Aim of the task >> The entries contain pictures, which should not appear in the copy; everything else must be reproduced exactly.

Data to use >>
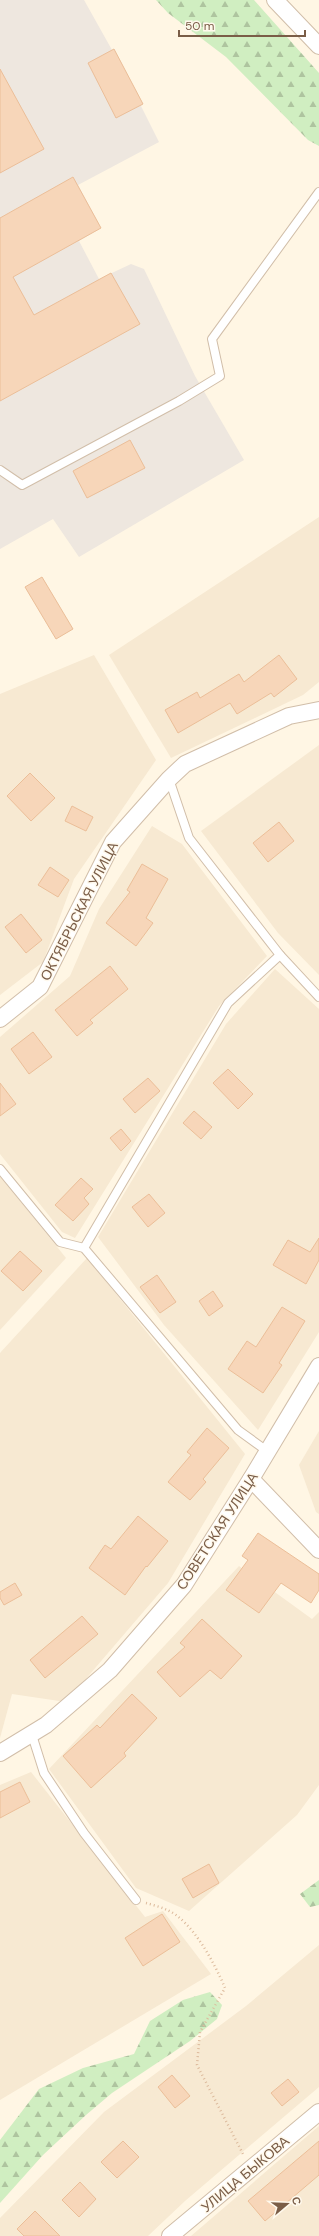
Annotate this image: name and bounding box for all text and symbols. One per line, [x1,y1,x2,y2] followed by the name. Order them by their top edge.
[179,12,305,38] scale bar
[185,18,214,34] text: 50 m
[36,838,122,984] street label: ОКТЯБРЬСКАЯ УЛИЦА
[172,1468,262,1593] street label: СОВЕТСКАЯ УЛИЦА
[197,2131,293,2216] street label: УЛИЦА БЫКОВА
[267,2184,307,2224] north arrow
[289,2195,304,2207] text: С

Expected answer >>
Annotate this image: name and bounding box for all text and symbols. One per line, [x1,y1,x2,y2] followed by the name. Order them by their top edge.
[179,12,305,38] scale bar
[185,18,214,34] text: 50 m
[36,838,122,984] street label: ОКТЯБРЬСКАЯ УЛИЦА
[172,1468,262,1593] street label: СОВЕТСКАЯ УЛИЦА
[197,2131,293,2216] street label: УЛИЦА БЫКОВА
[267,2184,307,2224] north arrow
[289,2195,304,2207] text: С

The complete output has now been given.